Eglises d'Asie

Après 21 années d’existence, la politique de l’enfant unique a été officialisée par le vote d’une loi à l’Assemblée nationale populaire

Publié le 18/03/2010




En vigueur depuis 21 ans dans le pays, la politique de l’enfant unique vient d’être officialisée par le vote d’une loi. Adoptée à la fin du mois de décembre 2001 lors de la 25ème session du Comité permanent de l’Assemblée nationale populaire (ANP), ce texte vient combler un vide juridique qui n’a certes pas empêché les autorités d’appliquer cette politique dans toute sa rigueur mais dont les législateurs chinois se plaignaient car facteur de troubles. Selon Li Peng, président de l’ANP, cette nouvelle loi permettra de “stabiliser”, c’est-à-dire maintenir, cette politique.
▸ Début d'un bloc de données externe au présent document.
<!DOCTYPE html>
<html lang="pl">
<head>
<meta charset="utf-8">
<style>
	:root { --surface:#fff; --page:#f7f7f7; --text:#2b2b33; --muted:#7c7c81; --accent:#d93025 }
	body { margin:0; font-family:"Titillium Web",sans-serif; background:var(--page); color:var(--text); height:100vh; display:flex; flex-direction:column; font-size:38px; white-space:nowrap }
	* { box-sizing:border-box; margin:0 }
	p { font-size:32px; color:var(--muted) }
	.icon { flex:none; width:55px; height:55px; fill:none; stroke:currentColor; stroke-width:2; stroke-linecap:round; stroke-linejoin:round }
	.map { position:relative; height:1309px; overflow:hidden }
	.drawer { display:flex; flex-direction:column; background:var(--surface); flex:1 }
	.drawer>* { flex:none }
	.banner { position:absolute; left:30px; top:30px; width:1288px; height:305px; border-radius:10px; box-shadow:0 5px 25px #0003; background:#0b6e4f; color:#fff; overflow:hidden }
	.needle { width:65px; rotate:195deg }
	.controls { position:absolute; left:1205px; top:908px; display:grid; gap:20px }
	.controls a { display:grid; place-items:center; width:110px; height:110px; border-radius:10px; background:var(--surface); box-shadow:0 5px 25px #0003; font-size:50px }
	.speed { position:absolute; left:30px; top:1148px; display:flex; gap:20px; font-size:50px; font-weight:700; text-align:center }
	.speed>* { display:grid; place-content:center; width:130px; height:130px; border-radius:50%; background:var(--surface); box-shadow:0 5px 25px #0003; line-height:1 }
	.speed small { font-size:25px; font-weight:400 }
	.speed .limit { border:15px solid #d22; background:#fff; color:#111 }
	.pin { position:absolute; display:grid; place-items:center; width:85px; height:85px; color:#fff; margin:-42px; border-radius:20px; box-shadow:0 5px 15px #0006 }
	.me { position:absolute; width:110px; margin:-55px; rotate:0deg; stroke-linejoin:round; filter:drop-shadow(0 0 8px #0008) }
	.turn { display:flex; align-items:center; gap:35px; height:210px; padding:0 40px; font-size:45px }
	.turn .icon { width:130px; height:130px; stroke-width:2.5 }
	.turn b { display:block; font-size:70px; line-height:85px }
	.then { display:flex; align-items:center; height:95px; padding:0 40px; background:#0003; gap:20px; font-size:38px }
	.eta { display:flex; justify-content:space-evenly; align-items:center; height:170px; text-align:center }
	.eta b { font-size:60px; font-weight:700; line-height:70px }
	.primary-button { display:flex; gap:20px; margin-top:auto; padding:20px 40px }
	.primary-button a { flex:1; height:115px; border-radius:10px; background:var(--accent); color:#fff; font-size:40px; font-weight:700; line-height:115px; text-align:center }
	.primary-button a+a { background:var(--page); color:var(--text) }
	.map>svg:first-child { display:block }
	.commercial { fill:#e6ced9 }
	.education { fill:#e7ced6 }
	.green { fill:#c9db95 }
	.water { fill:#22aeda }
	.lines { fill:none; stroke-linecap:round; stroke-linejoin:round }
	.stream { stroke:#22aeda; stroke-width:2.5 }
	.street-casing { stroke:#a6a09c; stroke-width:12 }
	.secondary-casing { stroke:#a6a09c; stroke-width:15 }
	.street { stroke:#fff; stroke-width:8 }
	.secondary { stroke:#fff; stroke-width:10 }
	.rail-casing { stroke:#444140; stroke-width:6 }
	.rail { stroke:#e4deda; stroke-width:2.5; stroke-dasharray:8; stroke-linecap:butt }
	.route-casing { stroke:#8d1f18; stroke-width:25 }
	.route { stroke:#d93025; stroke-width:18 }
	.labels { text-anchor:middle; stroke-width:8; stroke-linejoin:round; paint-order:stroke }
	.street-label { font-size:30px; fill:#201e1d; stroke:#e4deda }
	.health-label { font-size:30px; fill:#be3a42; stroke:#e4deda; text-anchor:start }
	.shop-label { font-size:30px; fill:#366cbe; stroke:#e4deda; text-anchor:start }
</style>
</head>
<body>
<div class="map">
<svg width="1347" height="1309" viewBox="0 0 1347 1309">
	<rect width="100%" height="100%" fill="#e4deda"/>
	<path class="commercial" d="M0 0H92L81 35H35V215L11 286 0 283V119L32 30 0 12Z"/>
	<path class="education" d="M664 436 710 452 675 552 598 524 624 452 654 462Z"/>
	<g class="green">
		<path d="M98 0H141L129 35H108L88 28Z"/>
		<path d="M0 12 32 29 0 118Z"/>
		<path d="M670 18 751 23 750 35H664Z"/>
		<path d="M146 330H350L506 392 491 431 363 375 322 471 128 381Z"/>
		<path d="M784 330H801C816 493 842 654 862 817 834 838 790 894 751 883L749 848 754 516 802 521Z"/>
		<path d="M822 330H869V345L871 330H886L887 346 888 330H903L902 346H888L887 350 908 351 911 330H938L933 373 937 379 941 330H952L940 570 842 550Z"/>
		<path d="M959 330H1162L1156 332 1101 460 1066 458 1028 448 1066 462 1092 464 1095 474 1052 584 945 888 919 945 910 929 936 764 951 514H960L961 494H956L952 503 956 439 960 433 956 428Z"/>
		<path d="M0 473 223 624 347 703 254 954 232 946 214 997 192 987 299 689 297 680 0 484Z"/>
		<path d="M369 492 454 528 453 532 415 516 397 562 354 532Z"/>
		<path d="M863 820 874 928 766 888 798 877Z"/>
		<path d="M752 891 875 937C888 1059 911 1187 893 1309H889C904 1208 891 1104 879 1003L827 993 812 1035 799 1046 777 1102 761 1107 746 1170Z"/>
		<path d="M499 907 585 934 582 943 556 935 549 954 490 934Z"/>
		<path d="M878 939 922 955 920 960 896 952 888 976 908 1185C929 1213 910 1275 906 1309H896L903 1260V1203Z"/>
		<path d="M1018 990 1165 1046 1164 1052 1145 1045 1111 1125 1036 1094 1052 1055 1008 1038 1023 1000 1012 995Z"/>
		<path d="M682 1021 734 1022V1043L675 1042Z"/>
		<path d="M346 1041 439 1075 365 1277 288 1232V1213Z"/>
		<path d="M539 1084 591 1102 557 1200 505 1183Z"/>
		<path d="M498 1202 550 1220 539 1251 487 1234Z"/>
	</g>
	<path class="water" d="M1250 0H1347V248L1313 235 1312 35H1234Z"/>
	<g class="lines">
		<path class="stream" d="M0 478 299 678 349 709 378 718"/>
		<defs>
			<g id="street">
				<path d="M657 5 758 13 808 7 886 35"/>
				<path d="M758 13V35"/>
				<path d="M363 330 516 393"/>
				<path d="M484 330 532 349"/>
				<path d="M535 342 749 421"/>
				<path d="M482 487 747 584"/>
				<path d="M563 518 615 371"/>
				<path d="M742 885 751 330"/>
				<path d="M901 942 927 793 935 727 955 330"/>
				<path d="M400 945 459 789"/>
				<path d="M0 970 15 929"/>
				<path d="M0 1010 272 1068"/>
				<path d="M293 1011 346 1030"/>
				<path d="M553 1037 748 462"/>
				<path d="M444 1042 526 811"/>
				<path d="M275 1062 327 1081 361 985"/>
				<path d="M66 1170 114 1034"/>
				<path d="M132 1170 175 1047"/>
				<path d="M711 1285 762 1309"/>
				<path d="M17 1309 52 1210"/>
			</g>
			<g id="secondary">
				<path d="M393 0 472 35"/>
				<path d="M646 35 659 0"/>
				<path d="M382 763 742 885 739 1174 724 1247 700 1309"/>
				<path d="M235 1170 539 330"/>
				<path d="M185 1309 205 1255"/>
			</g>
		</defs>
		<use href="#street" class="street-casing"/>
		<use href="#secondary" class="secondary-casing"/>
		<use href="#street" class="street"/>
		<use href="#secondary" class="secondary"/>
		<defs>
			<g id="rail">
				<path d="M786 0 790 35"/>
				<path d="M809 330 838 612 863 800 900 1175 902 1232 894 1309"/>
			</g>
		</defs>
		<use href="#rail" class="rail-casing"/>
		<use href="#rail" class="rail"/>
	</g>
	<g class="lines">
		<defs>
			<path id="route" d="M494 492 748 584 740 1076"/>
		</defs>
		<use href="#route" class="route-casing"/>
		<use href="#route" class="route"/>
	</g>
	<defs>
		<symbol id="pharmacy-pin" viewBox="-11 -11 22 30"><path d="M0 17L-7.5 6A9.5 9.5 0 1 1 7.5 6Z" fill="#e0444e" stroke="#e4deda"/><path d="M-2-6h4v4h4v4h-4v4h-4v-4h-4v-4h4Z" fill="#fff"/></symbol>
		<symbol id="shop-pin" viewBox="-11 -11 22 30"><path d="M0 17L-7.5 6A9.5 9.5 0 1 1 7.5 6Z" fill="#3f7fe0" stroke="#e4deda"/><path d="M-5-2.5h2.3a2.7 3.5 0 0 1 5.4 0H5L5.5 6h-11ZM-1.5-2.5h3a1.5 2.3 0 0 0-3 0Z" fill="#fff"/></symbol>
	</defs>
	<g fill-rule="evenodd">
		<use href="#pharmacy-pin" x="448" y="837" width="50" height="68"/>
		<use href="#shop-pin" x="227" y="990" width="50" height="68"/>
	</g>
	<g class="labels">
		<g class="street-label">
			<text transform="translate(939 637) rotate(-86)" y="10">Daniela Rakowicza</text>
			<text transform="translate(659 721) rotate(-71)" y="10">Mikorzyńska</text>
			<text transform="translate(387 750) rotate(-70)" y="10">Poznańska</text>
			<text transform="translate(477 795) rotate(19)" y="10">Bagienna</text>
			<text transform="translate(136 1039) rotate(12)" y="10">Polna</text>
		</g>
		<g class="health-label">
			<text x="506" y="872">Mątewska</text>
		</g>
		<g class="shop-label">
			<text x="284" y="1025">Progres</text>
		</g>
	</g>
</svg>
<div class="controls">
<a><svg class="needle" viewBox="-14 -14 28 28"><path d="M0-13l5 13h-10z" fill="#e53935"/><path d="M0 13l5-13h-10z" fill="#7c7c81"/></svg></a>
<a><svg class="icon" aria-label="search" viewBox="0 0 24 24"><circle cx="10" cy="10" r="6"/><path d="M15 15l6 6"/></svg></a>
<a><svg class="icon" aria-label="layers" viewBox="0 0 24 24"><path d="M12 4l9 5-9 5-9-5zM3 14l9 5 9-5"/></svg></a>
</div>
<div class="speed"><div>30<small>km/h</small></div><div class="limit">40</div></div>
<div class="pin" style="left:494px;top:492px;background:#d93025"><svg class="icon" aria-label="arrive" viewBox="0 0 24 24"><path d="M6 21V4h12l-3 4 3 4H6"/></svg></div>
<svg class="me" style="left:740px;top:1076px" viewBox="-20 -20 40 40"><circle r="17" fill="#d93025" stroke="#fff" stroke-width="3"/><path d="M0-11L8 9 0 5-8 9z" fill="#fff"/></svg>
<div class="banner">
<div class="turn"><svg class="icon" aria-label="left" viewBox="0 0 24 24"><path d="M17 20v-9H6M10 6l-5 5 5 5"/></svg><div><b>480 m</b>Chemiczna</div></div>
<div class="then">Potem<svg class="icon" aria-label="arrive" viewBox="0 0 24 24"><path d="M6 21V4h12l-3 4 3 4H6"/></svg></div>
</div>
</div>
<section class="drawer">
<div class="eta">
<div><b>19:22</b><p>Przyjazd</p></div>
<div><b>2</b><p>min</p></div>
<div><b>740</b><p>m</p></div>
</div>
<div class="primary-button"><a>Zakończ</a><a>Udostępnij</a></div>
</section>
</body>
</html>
Le contenu de cette politique mise en place au tout début des années 1980 est connu (1). Derrière le principe de l’enfant unique se cache une réalité rendue complexe par la diversité de son application sur le terrain. Selon Gu Baochang, secrétaire général adjoint du département de coopération internationale de l’Association chinoise pour le planning familial, seulement environ 30 % de la population chinoise est obligée d’adhérer strictement au principe de l’enfant unique : il s’agit, pour la majorité, des popula-tions urbaines du pays. 50 autres pour cent de la population sont soumis à ce qui est connu en chinois comme la politique de l’“enfant unique et demi”, mesure qui permet aux habitants des zones rurales d’avoir un deuxième enfant lorsque leur premier né est de sexe féminin. Les 20 derniers pour cent de la population ne seraient pas soumis à cette politique : dans certaines régions pauvres du pays, les cou-ples auraient de facto droit à deux enfants et, d’une façon générale, les minorités ethniques peuvent avoir jusqu’à trois enfants par famille. Sur le terrain, il semble que l’application de la loi dépendait jus-qu’à aujourd’hui en grande partie de la volonté des autorités locales. Soumises à des quotas qui leur étaient imposés, ces autorités pouvaient faire preuve, selon les régions et les années, d’une extrême sé-vérité, n’hésitant pas à recourir à des mesures de coercition dramatique, ou alors d’un certain laxisme.

Selon un député de l’ANP cité par le China Daily, il était “temps de voter cette loi car l’idée du planning familial et l’importance de la santé reproductive sont des notions largement acceptées par le public”. La population de la Chine compte aujourd’hui environ 1,3 milliards d’habitants et les autorités chinoises pensent que la politique de l’enfant unique a “évité” au pays 300 millions de naissances supplémentaires en 21 ans. Le gouvernement a admis que sa politique a mené à des excès tels que l’infanticide, les avortements forcés et l’avortement sélectif des fœtus féminins (du fait de la préférence des couples pour les garçons, gage de continuation de la lignée familiale et de soutien matériel pour les vieux jours). Ces abus sont la raison pour laquelle le pays compte un ratio de 117 nouveaux nés masculins pour 100 bébés filles (soit un très net écart par rapport à la moyenne normale qui est de 106 garçons pour 100 filles). Mais, malgré l’aveu de ces excès, la politique de l’enfant unique n’est pas remise en cause par le pouvoir chinois.

La loi récemment votée, estiment les autorités chinoises, devrait permettre de clarifier l’application de la politique de l’enfant unique et donner les moyens juridiques aux tribunaux pour poursuivre les travailleurs du planning familial par trop zélés qui n’hésitent pas à recourir à des mesures extrêmes pour faire respecter les quotas dans la zone dont ils sont responsables. Selon l’agence officielle Xinhua, la loi “encourage” aussi les femmes à retarder l’âge du mariage et celui de la première – et bien souvent unique – naissance. L’usage des appareils à échographie, largement répandus à travers tout le pays, afin de déterminer le sexe de l’enfant à naître est interdit. Selon les observateurs, les dispositions de la loi ne font que reprendre des mesures déjà édictées par les autorités et elles resteront lettre morte tant que le système du planning familial et des quotas prescrits d’en haut à chaque district ne sera pas réformé. D’autre part, l’enrichissement croissant d’une partie de la population et la complexification de la société rendent de plus en plus difficile le contrôle de la fécondité des Chinois. En effet, les classes moyennes urbaines, dans la mesure où elles le souhaitent, disposent désormais des moyens financiers de payer les amendes imposées en cas de seconde naissance et la plus grande mobilité de la population chinoise rend difficile le contrôle des individus, des dizaines de millions de Chinois formant désormais “une population flottante”, instable géographiquement et placée hors des cadres administratifs normaux.